Figure 9.

Disruption of LSU oligomerization alters LSU CES regulation. (A) Close-up of the mutated residues in the LSU₈mut strain in LSU structure. Two LSU dimers facing each other are shown, as extracted from C. reinhardtii Rubisco structure (PDB: 1IR2). LSU subunits from the first and second depicted dimers are shown respectively in green and magenta, and in orange and yellow. The dimer to dimer interaction is stabilized by hydrogen bonds between the R215 and D286-N287 residues, and by a salt bridge involving the D216 and K161 residues, which are represented on the cartoon.
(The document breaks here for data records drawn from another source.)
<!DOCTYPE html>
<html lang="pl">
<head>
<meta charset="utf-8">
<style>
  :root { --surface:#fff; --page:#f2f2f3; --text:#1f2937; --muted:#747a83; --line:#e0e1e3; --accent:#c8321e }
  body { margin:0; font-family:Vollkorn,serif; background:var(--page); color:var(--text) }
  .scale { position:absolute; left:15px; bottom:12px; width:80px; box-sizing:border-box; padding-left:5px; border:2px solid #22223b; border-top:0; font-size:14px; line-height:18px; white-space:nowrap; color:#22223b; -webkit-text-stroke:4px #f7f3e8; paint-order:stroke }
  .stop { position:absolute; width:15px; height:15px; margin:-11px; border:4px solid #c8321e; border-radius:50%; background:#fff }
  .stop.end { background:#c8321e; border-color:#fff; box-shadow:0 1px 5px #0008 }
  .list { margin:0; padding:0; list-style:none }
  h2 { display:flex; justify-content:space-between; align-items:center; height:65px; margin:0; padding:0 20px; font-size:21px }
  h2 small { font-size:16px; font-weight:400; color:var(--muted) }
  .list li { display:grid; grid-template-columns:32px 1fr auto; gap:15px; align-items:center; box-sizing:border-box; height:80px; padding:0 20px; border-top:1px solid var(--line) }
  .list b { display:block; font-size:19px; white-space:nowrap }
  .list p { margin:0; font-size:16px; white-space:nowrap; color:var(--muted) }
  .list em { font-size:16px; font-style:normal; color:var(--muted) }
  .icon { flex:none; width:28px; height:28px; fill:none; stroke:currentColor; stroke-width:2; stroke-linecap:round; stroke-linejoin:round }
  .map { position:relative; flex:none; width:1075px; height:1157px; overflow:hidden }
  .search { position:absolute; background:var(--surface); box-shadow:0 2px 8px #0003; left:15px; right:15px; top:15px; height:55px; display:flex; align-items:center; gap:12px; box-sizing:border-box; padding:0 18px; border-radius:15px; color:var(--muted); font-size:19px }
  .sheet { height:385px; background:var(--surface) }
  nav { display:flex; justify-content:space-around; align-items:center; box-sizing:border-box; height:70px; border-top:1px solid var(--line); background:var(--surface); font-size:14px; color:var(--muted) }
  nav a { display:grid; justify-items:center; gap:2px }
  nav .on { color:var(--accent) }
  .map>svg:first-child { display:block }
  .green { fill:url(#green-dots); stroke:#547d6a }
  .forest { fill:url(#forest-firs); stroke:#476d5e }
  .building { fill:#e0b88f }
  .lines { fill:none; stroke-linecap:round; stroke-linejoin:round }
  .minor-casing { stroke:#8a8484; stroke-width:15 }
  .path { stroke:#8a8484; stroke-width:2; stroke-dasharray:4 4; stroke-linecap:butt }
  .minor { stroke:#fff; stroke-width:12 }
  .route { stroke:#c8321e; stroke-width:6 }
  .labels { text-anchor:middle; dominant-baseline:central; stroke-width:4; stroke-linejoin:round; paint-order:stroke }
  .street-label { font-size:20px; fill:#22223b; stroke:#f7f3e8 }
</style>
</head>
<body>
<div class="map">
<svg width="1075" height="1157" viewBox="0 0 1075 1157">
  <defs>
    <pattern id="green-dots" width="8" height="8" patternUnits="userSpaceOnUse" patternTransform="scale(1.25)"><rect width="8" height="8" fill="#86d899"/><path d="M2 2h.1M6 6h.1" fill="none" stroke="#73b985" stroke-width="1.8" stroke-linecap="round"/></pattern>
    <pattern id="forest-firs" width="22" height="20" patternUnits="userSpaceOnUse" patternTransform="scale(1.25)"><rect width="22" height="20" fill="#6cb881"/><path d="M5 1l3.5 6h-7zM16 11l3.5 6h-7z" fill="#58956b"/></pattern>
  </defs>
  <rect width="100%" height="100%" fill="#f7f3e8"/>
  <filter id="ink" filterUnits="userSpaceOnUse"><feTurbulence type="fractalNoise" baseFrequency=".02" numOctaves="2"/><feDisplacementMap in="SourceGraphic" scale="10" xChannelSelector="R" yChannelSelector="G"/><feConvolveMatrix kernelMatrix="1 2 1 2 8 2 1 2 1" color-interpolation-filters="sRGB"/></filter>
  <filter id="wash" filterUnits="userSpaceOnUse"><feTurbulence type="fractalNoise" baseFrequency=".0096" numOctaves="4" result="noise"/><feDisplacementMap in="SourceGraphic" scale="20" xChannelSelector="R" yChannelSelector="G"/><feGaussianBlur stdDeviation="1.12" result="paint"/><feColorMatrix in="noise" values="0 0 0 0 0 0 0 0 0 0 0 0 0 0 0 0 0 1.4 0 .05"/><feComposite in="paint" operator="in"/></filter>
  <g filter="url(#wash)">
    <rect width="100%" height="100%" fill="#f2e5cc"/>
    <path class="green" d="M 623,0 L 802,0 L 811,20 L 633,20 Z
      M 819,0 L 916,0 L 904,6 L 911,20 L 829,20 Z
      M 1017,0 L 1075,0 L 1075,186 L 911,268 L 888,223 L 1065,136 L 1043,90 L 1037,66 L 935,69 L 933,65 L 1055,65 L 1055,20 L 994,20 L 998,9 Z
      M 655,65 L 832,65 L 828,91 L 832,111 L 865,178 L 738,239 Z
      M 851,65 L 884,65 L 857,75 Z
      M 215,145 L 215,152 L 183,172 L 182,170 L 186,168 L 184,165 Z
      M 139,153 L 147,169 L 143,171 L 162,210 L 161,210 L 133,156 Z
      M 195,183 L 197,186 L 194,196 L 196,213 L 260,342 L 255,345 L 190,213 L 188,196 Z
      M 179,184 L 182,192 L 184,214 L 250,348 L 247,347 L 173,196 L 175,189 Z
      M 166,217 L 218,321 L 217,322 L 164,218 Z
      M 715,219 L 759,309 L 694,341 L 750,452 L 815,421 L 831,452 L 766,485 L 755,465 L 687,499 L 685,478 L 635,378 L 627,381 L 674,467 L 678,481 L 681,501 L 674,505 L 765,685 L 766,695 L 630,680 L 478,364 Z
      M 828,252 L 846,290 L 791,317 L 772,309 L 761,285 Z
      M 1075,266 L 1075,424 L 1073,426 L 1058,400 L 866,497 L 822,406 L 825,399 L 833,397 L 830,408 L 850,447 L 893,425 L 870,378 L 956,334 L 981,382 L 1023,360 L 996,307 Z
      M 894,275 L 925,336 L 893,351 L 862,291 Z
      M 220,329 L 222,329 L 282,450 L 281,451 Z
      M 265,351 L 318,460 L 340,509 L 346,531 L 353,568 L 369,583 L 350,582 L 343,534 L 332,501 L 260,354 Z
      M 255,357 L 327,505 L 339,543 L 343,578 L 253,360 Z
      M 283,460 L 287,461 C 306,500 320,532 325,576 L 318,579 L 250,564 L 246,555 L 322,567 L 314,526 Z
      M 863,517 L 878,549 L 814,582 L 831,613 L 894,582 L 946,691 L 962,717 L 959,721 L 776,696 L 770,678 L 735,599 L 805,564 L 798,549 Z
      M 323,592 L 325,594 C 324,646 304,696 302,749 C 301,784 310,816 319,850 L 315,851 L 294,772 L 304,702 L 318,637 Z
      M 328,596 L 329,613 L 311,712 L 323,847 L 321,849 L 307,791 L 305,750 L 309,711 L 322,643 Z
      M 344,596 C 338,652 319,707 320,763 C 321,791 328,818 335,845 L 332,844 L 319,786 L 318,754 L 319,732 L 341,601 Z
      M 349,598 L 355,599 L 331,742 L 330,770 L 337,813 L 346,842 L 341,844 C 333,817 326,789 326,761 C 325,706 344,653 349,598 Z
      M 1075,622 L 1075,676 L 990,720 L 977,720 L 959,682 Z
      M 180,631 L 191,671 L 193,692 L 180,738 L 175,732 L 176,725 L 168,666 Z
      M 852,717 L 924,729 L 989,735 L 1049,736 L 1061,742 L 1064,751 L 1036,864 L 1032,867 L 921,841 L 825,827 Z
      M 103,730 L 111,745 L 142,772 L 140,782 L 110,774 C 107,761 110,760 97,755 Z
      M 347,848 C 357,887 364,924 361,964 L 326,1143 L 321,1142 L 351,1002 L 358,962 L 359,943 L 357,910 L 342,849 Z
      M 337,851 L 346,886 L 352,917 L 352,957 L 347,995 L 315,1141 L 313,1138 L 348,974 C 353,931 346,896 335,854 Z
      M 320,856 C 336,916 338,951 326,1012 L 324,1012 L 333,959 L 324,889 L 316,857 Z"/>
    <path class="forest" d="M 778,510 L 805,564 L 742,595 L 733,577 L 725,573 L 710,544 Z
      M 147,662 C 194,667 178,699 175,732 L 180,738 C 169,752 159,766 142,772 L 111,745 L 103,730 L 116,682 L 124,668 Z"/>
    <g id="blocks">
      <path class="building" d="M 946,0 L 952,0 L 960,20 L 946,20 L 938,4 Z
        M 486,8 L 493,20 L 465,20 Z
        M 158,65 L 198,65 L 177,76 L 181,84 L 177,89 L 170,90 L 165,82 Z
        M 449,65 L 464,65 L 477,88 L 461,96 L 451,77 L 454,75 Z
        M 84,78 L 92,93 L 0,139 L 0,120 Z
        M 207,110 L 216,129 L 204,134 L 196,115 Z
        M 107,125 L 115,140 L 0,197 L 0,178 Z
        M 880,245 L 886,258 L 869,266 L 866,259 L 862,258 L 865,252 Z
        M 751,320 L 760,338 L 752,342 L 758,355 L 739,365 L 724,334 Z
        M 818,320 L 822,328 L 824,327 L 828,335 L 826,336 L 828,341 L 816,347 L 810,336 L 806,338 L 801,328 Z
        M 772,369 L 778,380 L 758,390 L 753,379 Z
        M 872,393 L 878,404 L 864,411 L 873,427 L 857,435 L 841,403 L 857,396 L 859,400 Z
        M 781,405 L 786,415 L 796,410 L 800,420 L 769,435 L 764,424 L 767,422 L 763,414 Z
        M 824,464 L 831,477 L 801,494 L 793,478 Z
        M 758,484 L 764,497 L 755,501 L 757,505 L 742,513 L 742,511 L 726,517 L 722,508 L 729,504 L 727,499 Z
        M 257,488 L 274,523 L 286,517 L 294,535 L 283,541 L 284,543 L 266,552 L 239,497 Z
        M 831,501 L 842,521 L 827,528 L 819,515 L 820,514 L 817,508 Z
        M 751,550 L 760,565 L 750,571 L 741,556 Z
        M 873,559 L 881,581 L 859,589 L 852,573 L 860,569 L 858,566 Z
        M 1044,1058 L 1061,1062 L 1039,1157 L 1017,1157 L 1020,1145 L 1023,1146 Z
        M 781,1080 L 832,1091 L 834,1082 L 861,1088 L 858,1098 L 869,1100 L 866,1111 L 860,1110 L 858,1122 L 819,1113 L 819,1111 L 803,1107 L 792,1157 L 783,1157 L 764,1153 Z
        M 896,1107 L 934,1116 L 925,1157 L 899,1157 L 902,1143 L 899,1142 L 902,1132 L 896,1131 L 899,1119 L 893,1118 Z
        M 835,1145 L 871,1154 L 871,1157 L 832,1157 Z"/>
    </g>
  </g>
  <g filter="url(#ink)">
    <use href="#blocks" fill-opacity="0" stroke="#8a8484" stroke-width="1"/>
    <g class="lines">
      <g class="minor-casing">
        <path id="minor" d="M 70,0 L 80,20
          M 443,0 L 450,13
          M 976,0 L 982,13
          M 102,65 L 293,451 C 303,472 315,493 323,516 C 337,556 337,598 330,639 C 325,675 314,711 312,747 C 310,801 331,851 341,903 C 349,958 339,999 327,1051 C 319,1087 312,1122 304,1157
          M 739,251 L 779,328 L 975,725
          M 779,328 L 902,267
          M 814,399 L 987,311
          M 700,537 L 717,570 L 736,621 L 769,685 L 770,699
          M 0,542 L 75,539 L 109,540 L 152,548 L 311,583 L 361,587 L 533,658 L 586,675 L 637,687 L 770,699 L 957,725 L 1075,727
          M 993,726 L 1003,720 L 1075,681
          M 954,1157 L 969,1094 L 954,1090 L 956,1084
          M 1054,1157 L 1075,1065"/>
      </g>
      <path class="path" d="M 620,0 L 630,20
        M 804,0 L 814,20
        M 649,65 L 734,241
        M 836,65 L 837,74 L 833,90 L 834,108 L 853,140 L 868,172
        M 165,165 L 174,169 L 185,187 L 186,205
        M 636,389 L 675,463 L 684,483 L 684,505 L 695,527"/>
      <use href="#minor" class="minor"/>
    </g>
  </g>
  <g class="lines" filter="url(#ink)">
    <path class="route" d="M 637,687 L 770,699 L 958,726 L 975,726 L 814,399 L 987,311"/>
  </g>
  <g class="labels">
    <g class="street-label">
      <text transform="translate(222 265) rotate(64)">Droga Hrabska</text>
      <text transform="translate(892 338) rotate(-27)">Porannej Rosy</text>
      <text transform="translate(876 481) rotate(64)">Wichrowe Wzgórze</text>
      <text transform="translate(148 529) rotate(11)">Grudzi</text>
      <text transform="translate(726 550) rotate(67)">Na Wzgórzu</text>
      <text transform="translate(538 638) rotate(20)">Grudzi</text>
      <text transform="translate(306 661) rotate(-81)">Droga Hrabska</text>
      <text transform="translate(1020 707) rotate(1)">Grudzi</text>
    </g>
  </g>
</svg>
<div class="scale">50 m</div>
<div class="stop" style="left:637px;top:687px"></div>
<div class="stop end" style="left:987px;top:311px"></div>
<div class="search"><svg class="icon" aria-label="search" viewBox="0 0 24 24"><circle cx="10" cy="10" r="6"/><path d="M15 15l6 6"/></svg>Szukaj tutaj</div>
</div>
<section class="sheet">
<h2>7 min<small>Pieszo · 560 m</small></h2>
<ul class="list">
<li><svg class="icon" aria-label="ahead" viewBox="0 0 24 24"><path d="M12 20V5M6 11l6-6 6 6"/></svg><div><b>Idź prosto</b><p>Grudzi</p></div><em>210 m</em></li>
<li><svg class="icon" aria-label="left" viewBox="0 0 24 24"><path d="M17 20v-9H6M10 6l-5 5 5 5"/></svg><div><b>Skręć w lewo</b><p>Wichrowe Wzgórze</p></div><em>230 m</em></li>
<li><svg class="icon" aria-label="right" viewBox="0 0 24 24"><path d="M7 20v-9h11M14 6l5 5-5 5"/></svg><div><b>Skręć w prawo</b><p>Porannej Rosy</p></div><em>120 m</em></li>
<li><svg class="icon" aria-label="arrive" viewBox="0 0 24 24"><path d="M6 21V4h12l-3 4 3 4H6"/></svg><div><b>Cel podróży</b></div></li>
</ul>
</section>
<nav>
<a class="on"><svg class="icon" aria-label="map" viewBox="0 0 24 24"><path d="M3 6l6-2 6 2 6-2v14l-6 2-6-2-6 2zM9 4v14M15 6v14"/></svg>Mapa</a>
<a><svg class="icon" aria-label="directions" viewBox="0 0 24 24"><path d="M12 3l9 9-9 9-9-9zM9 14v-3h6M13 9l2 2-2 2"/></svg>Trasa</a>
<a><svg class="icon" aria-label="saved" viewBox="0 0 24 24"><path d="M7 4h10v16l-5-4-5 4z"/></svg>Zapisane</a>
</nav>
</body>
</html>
The distance between the two dimers is the shortest at the A143 residues facing each other. Residues mutated in LSU₈mut (ARD) are highlighted in red. The figure was generated using the PyMol program (Schrödinger-LLC). (B) Impairment in Rubisco accumulation is revealed by the absence of phototrophic growth in the LSU₈mut and ΔRBCS; LSU₈mut strains as probed by spot tests on acetate-free minimal media (MIN). Growth on TAP is provided as a control. Control strains WT, ΔrbcL, and ΔRBCS come from the same cultures as the ones used in Figure 7A. The corresponding soluble LSU accumulation detected by immunoblot is shown. (C) LSU synthesis rate in LSU₈mut and ΔRBCS;LSU₈mut measured by short 14C pulse labeling experiment and compared to ΔRBCS and WT. The dashed line marks the position of two irrelevant lanes, which were removed. (D) Immunoblot showing LSU and cyt f accumulation levels in the wild-type (WT), ΔRBCS, ΔrbcL, LSU₈mut, and ΔRBCS;LSU₈mut strains and in those latter three genetic contexts combined with the 5′UTRrbcL:petA reporter gene background. PsaD accumulation is provided as a loading control.